There are two available options:

  • using the metaMS strategy specifically designed for GC-MS data deconvolution and annotation
  • using a full XCMS process for GC-MS data processing

Although this training material is dedicated to GC-MS analysis with the metaMS package, the two options are illustrated in this tutorial. Indeed, as mentioned in the introduction, metaMS is based on XCMS functions, with a specific adaptation to GC-MS data. Thus, one can be interested in comparing results that would be obtained with a standard XCMS processing. Consequently, the two options on the same dataset are available here.

Hands-on: Choose Your Own Tutorial

This is a "Choose Your Own Tutorial" (CYOT) section (also known as "Choose Your Own Analysis" (CYOA)), where you can select between multiple paths. Click one of the buttons below to select how you want to follow the tutorial

Choose below if you just want to follow the pipeline using metaMS or XCMS for GC-MS deconvolution and annotation

Processing with metaMS (option 1)

metaMS is an R package for MS-based metabolomics data. It was made to ease GC-MS data deconvolution and alignment steps using functions from XCMS and CAMERA packages. In its Galaxy implementation, the two main outputs of metaMS are: (1) a table of feature intensities in all samples, which can be analyzed with multivariate methods immediately, and (2) an MSP (.msp) file containing GC-MS spectra in a common spectral database format. The biggest difference between XCMS only workflow (option 2) or XCMS + metaMS GC-MS data processing (option 1) is that rather than a feature-based analysis with individual peaks, as in the option 2 case, metaMS performs a pseudospectrum-based analysis and use it to align compound between samples. One other advantage is that metaMS allows creation of MSP (.msp) spectra export files ready for annotation.

Comment

Not all metaMS R package functions have been made available in Galaxy. When run in R, the metaMS package offers a lot of possibilities. For more information on the full set of metaMS functions, visit the metaMS Bioconductor page.

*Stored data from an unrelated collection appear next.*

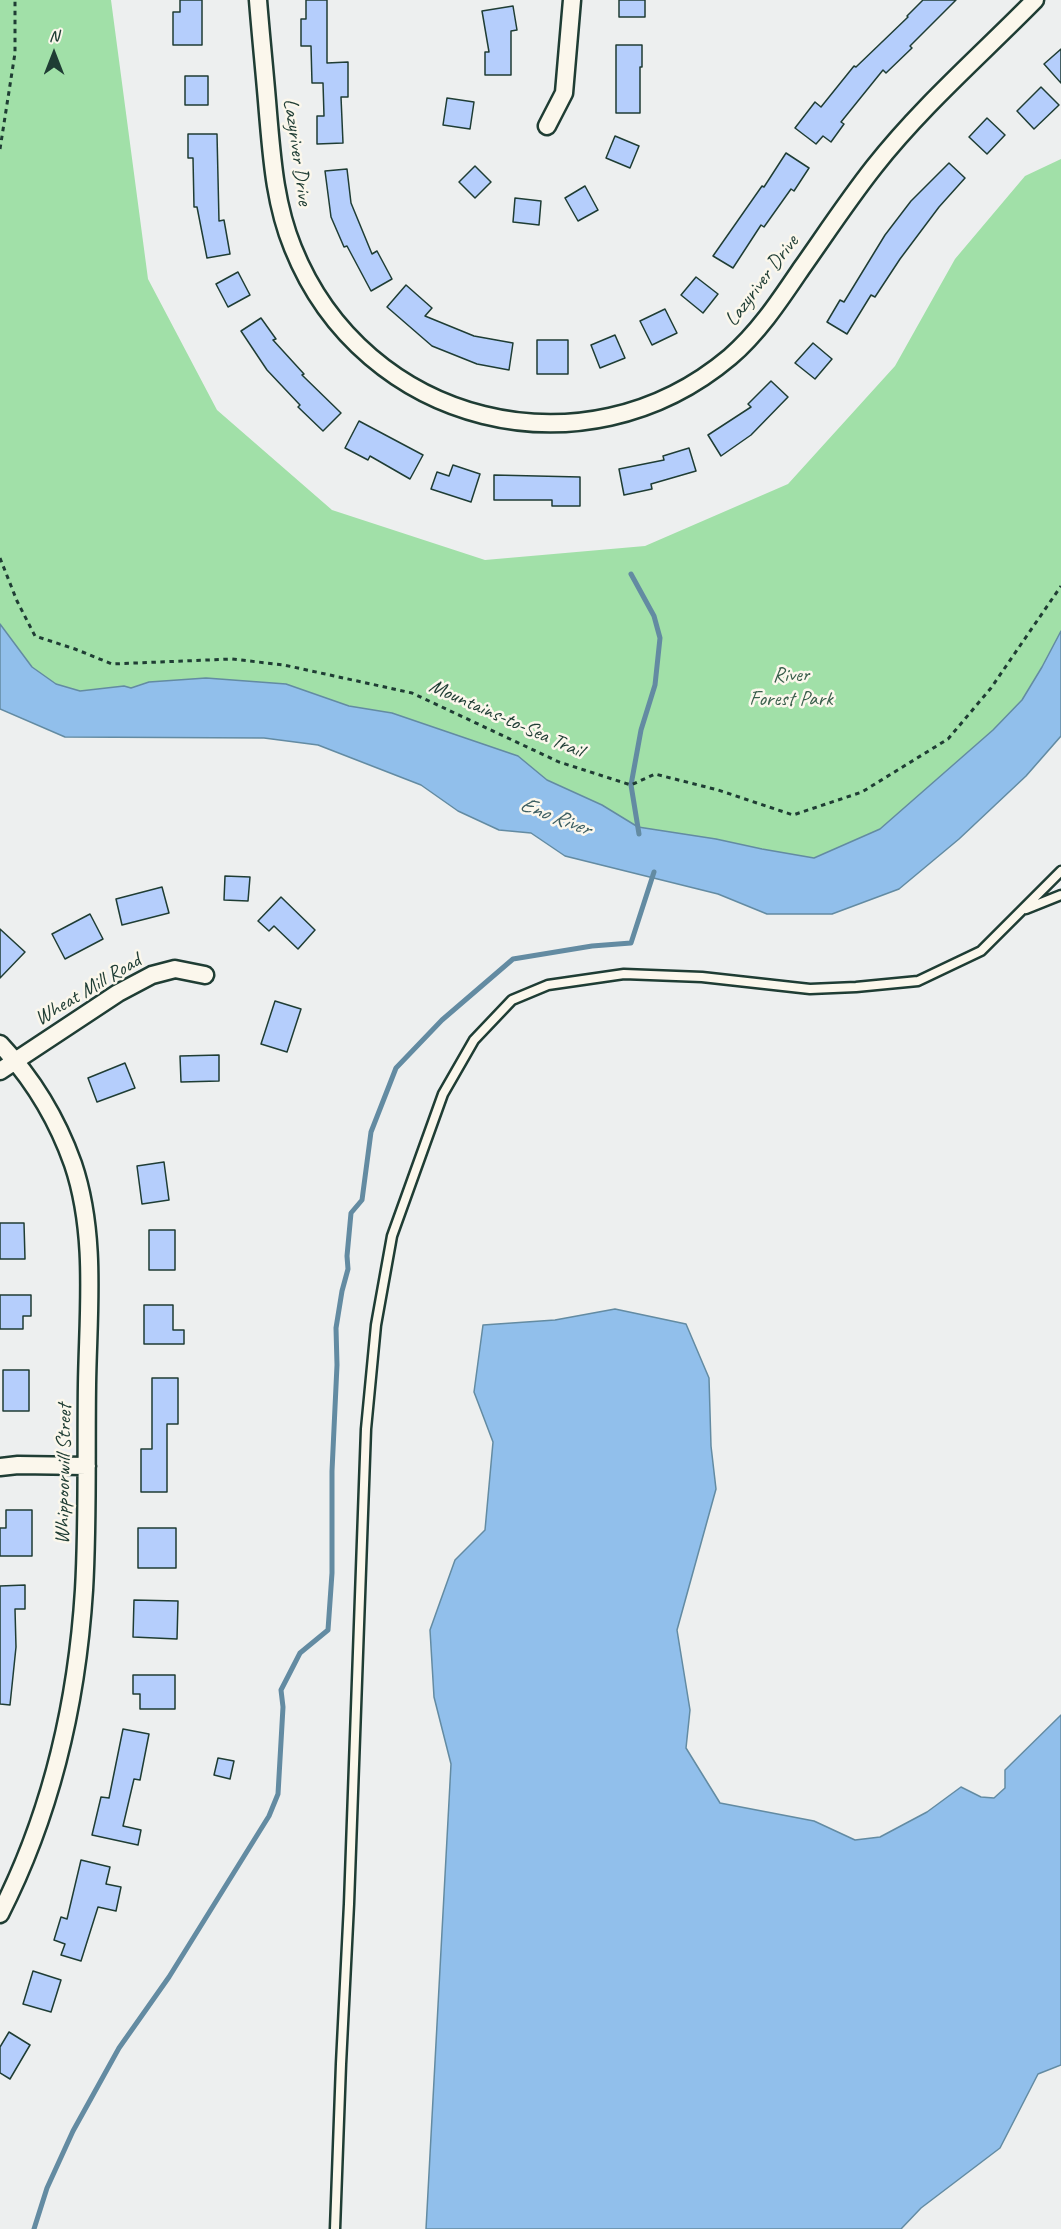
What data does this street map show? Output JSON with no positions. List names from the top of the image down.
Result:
{
  "streets": {
    "street": ["Lazyriver Drive", "Wheat Mill Road", "Whippoorwill Street"],
    "path": ["Mountains-to-Sea Trail"]
  },
  "crossings": [
    ["Wheat Mill Road", "Whippoorwill Street"]
  ],
  "water": ["Eno River"],
  "parks": ["River Forest Park"],
  "north": "top"
}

During this part of the tutorial we are interested in GC-MS analysis with metaMS, so we will use the runGC function of metaMS and describe it in detail to understand all the capabilities of that function. The standard workflow of metaMS for GC-MS data is the following:

Workflow diagram of metaMS for GC-MS data analysis. Open image in new tab

Figure 1: Workflow of metaMS for GC-MS data

The runGC function is implemented in metaMS.runGC tool tool in Galaxy. It takes as inputs an param-collection .RData file after XCMS peak picking and optionally for annotation purposes an alkane reference file (in either .csv or .tsv format) for RI calculation and/or a spectral database in .msp format.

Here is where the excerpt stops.